谢时亦:“我爱从哪知道就从哪儿知道,你凶什么凶,把小爷当犯人审是吧?!”
“撞死你丫的!”
顾景行实在没想到,他还有这一遭。
酸痛的鼻子,还有喷涌出的鼻血和眼泪,让他异常狼狈地后退好几步。
谢时亦还在生气,指着他的鼻尖继续骂:“再说我知道又怎么了?难不成还会害你?”
“我要是有那个心,刚才那碗汤就该全倒你嘴里,毒死你个疑心病!”
还敢给他上手段,也不想想,当初这些东西到底是谁教他的。
顾景行用锦帕按住鼻子,无奈苦笑。
怎地就忘了,现在的谢星辞,性子跳脱的紧。
之前他就对皇权没什么敬畏,现在更甚,所以挨这一脑袋他不冤。
捂了好一会儿,好不容易止住鼻血,顾景行抬起头,眼神真挚地看向谢时亦。
谢时亦还在骂骂咧咧。
顾景行:“抱歉,刚刚是我不对。”
谢时亦还想骂,张开的嘴突然被噎了一下。
其实站在顾景行的角度,这么做也没什么不对。他从未正式承认过自己的身份,就想让顾景行像之前那般信任他,本就是不可能的事情。
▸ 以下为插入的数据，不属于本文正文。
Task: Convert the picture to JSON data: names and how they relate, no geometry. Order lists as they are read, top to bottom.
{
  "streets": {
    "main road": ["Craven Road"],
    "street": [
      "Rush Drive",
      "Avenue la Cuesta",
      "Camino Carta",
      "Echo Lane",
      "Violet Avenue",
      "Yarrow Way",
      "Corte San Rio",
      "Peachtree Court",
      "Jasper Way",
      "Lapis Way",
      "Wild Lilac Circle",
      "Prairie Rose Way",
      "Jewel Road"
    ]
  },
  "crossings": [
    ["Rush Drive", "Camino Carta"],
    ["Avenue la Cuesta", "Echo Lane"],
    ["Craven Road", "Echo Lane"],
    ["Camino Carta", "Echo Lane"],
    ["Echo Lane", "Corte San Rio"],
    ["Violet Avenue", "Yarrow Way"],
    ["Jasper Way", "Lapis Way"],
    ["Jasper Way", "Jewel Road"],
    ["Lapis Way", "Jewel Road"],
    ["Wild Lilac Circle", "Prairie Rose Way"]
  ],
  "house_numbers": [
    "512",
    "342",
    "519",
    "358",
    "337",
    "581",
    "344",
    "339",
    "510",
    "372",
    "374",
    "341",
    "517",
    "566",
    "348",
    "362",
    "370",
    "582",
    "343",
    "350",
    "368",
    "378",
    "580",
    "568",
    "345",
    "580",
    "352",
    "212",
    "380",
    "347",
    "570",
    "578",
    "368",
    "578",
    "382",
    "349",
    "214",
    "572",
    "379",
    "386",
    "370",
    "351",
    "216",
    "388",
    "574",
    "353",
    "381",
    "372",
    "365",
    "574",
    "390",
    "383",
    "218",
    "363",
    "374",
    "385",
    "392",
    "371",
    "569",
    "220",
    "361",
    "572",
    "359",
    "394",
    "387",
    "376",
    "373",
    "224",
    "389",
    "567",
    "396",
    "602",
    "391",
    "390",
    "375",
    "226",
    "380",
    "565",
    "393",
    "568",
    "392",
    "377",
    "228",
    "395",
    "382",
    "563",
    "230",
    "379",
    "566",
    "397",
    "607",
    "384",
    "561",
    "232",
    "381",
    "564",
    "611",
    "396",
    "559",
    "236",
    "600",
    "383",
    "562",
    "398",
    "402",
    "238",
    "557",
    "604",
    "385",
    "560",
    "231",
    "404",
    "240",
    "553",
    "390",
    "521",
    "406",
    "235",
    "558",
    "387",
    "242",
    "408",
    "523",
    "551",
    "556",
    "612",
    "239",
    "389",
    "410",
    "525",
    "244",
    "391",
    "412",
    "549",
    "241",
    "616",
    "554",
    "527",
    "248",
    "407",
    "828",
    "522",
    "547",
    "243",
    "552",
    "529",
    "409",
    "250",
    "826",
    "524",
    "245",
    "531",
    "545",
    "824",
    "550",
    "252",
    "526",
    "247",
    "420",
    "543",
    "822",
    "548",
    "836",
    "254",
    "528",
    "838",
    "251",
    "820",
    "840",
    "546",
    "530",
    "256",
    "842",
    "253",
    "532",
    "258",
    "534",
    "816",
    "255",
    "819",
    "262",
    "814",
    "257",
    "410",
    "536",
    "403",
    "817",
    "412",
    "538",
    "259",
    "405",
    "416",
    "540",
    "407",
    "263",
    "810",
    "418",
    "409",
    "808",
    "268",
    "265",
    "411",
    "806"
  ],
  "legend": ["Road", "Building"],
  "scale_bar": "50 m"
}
而且说不定一切都是他的自以为是,顾景行根本什么都未察觉。
要不稍微坦诚一点?
卡卡BUG还是可以的吧。
眼珠子转了转,谢时亦心里两个小人在来回打架,一个说不许告诉他,忘了你是为什么死遁的,另一个说,回都回来了,早说早消停,反反复复的猜忌,对完成任务不利。
小人来来回回地争吵。
谢时亦偷偷看了眼顾景行,他脸上沾着血,眼眶微红,还有一颗泪珠要落不落地沾在睫毛上,带着说不出的可怜。
要不还是告诉他吧。
心中的天平悄悄倾斜,谢时亦深吸一口气。
他抬头:“你很想知道为什么么?”
顾景行:?
话到嘴边,谢时亦又有些犹豫,要是他问自己为什么死遁怎么办?
被纠结的情绪来回拉扯,他的脸色渐渐染上几分苍白。
顾景行开口,声音闷闷的:“如果实在为难,你可以不说,我不想听你胡乱编个缘由敷衍我。”
说完他顿了顿,又补充道:“以后我不会再逼你了。”
谢时亦:“……”
好不容易鼓起的勇气,他怎么还往反方向劝?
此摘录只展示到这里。